И тут ее пронзило, будто кто-то произнес вслух: мать умерла, и о ней только и стоит помнить, что она стряпала. Мэрилин в смятении вообразила собственную жизнь – как она часами стряпает завтраки, подает ужины, раскладывает обеды по бумажным пакетам. Как это возможно – столько часов намазывать на хлеб арахисовое масло? Как это возможно – столько часов готовить яйца? Джеймсу глазунью. Нэту вкрутую. Лидии омлет. «Хорошей жене приличествует владеть шестью основными способами укрощать яйцо». Грустно ей? Да. Ей грустно. Из-за яиц. Из-за всего.

Она открыла дверцу и ступила на асфальт.

Грохот снаружи стоял оглушительный: миллион стеклянных шариков колотили по миллиону жестяных крыш, миллион радиоприемников трещали, разом отыскав одну пустоту на радиоволнах.
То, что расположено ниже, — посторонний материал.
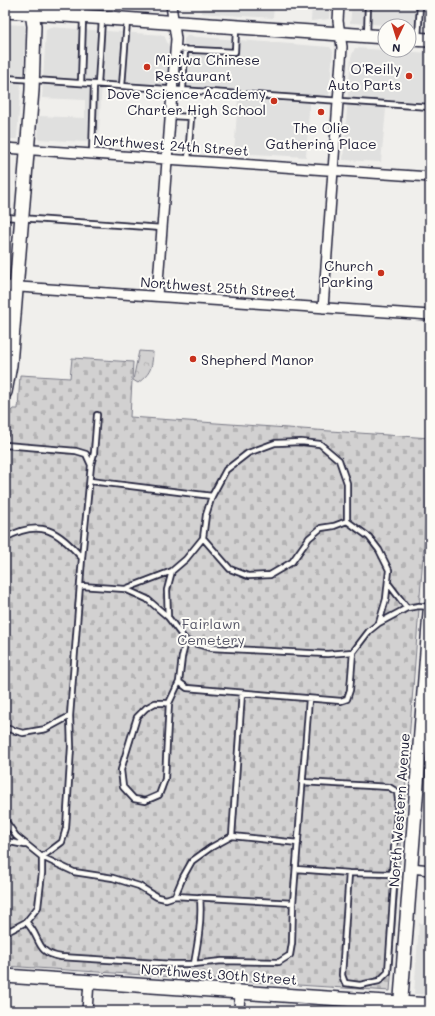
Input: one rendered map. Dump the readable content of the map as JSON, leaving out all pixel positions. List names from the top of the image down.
{
  "streets": {
    "street": [
      "Northwest 24th Street",
      "Northwest 25th Street",
      "North Western Avenue",
      "Northwest 30th Street"
    ]
  },
  "crossings": [
    ["North Western Avenue", "Northwest 30th Street"]
  ],
  "parks": ["Fairlawn Cemetery"],
  "places": [
    "Miriwa Chinese Restaurant",
    "O'Reilly Auto Parts",
    "Dove Science Academy Charter High School",
    "The Olie Gathering Place",
    "Church Parking",
    "Shepherd Manor"
  ],
  "north": "bottom"
}
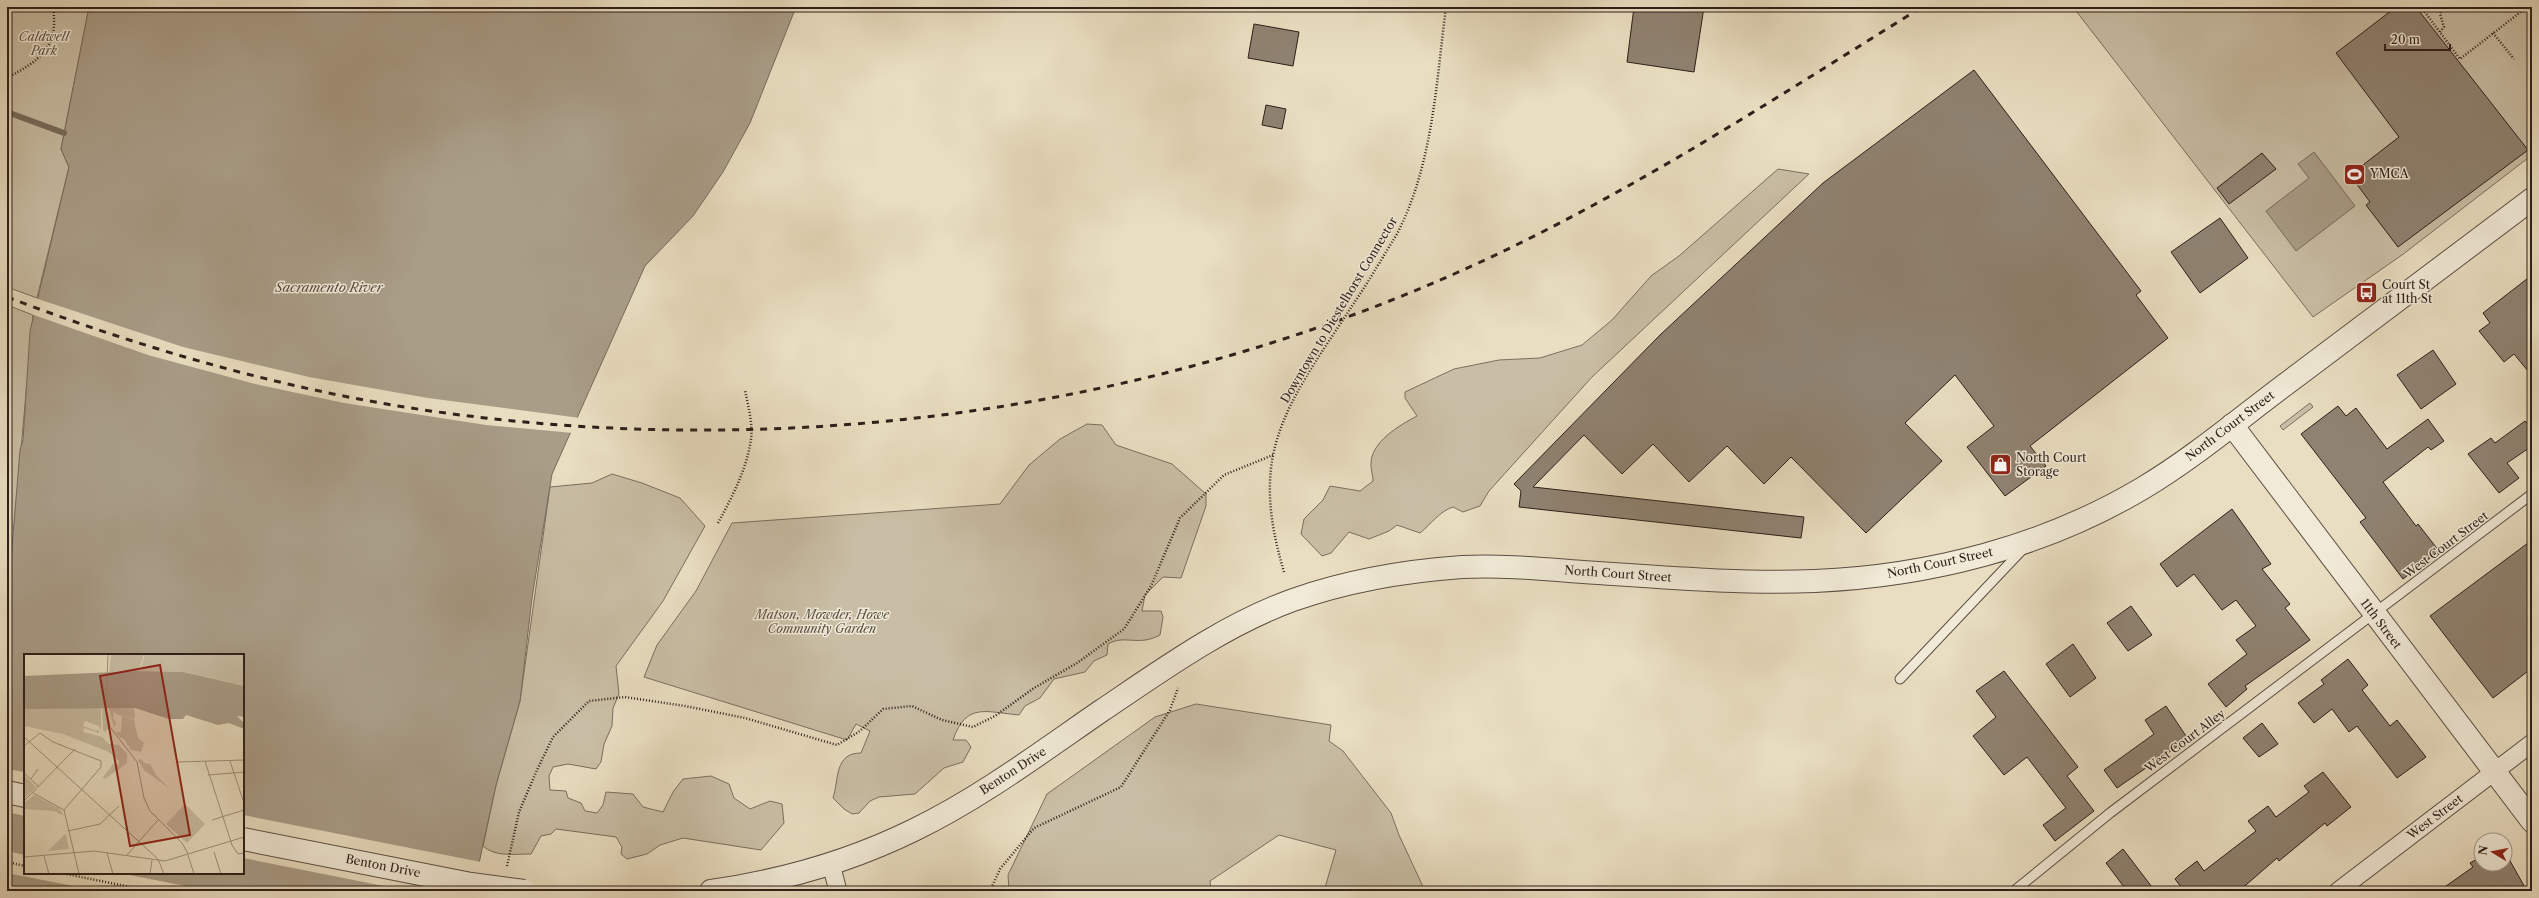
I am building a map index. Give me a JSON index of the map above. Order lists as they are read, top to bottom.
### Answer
{
  "streets": {
    "street": [
      "North Court Street",
      "11th Street",
      "Benton Drive",
      "West Street"
    ],
    "lane": ["West Court Street", "West Court Alley"],
    "path": ["Downtown to Diestelhorst Connector"]
  },
  "crossings": [
    ["North Court Street", "11th Street"],
    ["North Court Street", "Benton Drive"],
    ["West Court Street", "11th Street"],
    ["West Court Street", "West Court Alley"],
    ["11th Street", "West Court Alley"],
    ["11th Street", "West Street"]
  ],
  "water": ["Sacramento River"],
  "parks": ["Caldwell Park", "Matson, Mowder, Howe Community Garden"],
  "places": {
    "sports": ["YMCA"],
    "bus stop": ["Court St at 11th St"],
    "shop": ["North Court Storage"]
  },
  "scale_bar": "20 m",
  "north": "left"
}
Едва захлопнув дверцу, Мэрилин уже вымокла как мышь. Приподняла волосы, склонила голову – пусть дождь пропитает их насквозь. Капли жалили голую кожу. Мэрилин прислонилась к прохладному капоту и раскинула руки, чтобы дождь исколол ее всю.

«Ни за что, – пообещала она себе. – Моя жизнь ни за что не закончится так».

Вода барабанила по стальной крышке капота. Теперь походило на тихие взрывы аплодисментов – точно хлопают миллион ладош. Она подставила дождю распахнутый рот, открыла глаза и попыталась вглядеться в водопад с небес.

В машине содрала с себя блузку, и юбку, и чулки, и туфли. Они осели подле поваренной книги грустной кучкой, словно тающий рожок мороженого. Дождь подустал; когда Мэрилин уговаривала машину двигаться, педаль газа сопротивлялась голой ступне. Мэрилин увидела себя в зеркальце заднего вида, но не смутилась своей наготы, своей беззащитности, а залюбовалась контрастом бледного мерцания кожи и белизны бюстгальтера.

«Ни за что, – снова подумала она. – Моя жизнь ни за что не закончится так».

Она покатила в ночь, домой, и волосы ее тихонько истекали ручейками слез ей на спину.


Джеймс не знал ни единого способа укротить яйцо. По утрам он кормил детей хлопьями и отправлял в школу, выдав по тридцать центов на столовую.